In the two weeks I had spent working with Major General Quill to wipe out the flanking Scourge force during the first phase of Operation Breakwater, Marshal Boores would have had more than enough time to take them all out single handedly and with ease. On top of that, we wouldn’t have had to sacrifice half the force. We wouldn’t have lost half our Brigadiers.
And during that time, Marshal Boores was doing nothing but sitting at the top of the headquarters building, going through what little paperwork he had to handle and holding meetings with the Generals to discuss battle plans.
How many lives sacrificed, how much energy wasted, all because a single Marshal was too afraid to encounter a strong enemy on the battlefield that could match him.
Oh the irony that, in their strength, they found cowardice. Instead of seeing how much they could do with their power, they were fearful of how much they could lose. And so they sent thousands to die in their stead, slowly delaying the day they would have to fight for their place at the top, not realizing that by then, everything around them would be reduced to blood and ruin.
And here I was, attempting to multiply the force that these little minions could exert, trying to extend the lifespans of thousands by mere days or weeks, when in the end none of my efforts or the products of my industry would match even a single month’s worth of exertion from a single powerful being, let alone the hundreds located everywhere else.
No wonder I felt so hopeless. No wonder everything I did felt so inconsequential. No longer blinded by the sheer volume of information going through my head I could finally step back and see where the real problem lay.
In a way it was no different than the conjectures I had already reached before. The Kingdom was complacent. More than that, I believed they were scared. Knowing the sheer power of their enemy revealed to them by the survivors from the Pillars of Creation, their spirits have already been culled. They didn’t want to believe that the time was coming to truly fight for their lives, and were throwing numbers at the problem in order to indulge in their blissful ignorance and bountiful power just a little while longer. Even worse, some of them were ready to turncoat and join the enemy so that they may preserve their lives at the expense of humanity itself.

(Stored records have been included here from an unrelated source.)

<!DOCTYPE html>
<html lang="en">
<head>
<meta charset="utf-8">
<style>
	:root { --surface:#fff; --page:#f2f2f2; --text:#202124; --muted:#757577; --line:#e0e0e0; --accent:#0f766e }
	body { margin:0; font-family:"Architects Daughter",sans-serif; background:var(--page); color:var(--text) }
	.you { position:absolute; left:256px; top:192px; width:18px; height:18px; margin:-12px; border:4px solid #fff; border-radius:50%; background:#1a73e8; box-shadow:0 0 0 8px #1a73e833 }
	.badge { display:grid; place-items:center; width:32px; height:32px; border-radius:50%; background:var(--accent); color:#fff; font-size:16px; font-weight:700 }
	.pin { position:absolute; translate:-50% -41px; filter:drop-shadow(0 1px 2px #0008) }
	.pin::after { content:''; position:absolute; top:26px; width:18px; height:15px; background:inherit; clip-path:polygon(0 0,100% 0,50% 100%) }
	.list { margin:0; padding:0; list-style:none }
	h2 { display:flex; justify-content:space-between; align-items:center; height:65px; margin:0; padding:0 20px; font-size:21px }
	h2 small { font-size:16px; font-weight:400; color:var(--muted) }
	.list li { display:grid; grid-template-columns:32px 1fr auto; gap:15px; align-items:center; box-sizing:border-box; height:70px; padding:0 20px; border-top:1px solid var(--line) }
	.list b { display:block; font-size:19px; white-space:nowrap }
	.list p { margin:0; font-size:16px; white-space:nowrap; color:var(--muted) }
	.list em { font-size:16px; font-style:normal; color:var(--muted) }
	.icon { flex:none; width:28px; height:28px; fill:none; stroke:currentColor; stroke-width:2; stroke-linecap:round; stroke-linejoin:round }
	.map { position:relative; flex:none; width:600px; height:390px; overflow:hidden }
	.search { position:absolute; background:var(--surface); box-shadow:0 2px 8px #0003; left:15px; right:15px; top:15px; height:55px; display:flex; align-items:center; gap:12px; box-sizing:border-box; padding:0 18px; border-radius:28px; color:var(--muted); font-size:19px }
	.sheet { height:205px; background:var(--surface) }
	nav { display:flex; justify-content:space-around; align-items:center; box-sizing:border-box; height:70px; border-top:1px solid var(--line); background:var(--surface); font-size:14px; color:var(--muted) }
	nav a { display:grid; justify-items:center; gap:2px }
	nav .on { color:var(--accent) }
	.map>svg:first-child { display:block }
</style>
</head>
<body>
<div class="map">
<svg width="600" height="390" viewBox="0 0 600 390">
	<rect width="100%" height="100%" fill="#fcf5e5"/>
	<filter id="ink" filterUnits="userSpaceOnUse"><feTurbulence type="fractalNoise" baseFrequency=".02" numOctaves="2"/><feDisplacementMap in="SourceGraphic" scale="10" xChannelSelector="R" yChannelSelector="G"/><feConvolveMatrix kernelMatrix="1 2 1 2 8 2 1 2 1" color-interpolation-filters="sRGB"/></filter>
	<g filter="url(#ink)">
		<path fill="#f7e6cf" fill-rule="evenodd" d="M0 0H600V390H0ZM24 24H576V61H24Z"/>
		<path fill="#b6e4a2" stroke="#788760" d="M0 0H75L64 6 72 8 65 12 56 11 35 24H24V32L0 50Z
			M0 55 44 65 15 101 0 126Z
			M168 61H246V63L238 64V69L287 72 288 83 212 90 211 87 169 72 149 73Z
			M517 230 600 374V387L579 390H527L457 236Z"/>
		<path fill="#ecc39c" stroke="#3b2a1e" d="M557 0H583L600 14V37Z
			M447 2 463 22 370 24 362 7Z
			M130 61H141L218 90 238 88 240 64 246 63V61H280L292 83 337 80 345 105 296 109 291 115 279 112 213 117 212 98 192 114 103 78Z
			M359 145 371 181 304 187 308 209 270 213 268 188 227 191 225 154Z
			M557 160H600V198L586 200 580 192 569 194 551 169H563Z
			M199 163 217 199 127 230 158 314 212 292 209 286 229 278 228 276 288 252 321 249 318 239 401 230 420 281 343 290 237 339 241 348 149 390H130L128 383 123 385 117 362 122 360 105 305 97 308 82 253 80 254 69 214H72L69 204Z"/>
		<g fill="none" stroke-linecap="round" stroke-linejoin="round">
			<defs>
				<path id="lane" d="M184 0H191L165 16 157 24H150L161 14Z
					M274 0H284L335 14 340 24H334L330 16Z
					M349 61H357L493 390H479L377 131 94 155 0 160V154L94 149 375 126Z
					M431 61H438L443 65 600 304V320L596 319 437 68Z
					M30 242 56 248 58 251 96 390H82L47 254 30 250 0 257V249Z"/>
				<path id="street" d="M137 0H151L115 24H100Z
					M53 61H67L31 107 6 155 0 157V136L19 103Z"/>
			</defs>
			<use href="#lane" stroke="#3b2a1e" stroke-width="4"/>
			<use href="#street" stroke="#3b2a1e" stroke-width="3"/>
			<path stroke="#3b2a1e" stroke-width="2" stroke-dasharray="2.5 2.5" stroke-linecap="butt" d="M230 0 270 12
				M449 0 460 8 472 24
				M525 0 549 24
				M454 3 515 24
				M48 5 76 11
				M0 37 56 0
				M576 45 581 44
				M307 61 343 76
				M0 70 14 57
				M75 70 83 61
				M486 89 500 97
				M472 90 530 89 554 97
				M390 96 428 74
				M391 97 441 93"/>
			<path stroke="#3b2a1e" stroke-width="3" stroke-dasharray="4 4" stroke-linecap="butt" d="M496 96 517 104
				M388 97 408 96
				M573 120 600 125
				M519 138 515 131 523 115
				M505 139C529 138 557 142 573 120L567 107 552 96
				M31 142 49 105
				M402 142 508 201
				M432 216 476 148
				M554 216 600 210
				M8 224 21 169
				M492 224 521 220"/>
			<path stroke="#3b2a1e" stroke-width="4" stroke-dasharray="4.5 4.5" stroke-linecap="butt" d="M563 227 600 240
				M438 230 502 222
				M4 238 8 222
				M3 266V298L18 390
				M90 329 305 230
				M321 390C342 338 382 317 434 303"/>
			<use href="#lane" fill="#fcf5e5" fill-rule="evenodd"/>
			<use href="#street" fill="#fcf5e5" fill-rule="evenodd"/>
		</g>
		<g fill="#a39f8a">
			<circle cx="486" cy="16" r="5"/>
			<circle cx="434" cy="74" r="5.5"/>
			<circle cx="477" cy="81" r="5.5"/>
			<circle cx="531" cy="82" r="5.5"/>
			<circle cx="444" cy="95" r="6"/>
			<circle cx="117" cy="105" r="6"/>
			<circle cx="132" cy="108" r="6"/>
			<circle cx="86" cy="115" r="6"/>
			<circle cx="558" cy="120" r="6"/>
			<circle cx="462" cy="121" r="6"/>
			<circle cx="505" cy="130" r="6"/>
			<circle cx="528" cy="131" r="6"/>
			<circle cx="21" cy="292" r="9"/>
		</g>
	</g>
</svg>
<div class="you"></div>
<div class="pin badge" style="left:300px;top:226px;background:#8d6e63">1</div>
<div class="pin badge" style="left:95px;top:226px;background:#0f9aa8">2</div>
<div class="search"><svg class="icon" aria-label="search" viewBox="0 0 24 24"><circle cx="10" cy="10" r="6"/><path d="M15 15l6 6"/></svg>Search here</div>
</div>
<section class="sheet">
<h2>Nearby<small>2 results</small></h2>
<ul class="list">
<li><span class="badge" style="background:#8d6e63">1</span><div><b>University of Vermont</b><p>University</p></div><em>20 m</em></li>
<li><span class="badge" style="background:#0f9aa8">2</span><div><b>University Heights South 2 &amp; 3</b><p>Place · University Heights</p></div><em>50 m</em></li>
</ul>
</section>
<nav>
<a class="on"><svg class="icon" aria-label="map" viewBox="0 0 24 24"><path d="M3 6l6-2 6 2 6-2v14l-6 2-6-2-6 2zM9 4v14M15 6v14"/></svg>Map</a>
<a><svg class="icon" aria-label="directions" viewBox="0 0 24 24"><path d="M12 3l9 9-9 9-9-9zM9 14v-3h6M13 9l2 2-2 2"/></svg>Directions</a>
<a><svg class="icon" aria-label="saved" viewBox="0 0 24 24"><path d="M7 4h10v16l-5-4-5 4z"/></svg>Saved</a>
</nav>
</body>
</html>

And yet, despite what I knew, and despite my indignation, I could do little about it. I could arm the thousands I sent into battle with information and weapons, tools that may revolutionize this world’s warfare, and all it would do is provide another layer of comfort for the demigods that sat behind the hundreds of thousands on the battlefield.
But I’d have to do it anyway, because it wasn’t fair to everyone else for me to withhold what I could do just because I was mad at the leaders. It wasn’t their fault.
In the end, it always came down to the same conclusion. Yet every time I reached it, I was further drained of my spirit. I could barely muster the energy to be enraged. It was so typical and I was so powerless that I just went with it, knowing it was all I could do.
I could only do what I could. I hated that. I hated knowing and being aware.
I couldn’t even be mad at the real problem, because I knew that it could be solved. I could only be angry at the people who refused to solve it.
Despite having slowed my mind down so much, slouched against the cold glass wall in my chilly room, I found myself completely drained of energy. My only choice was to go to sleep there, slumping down against the floor when my mind finally gave out.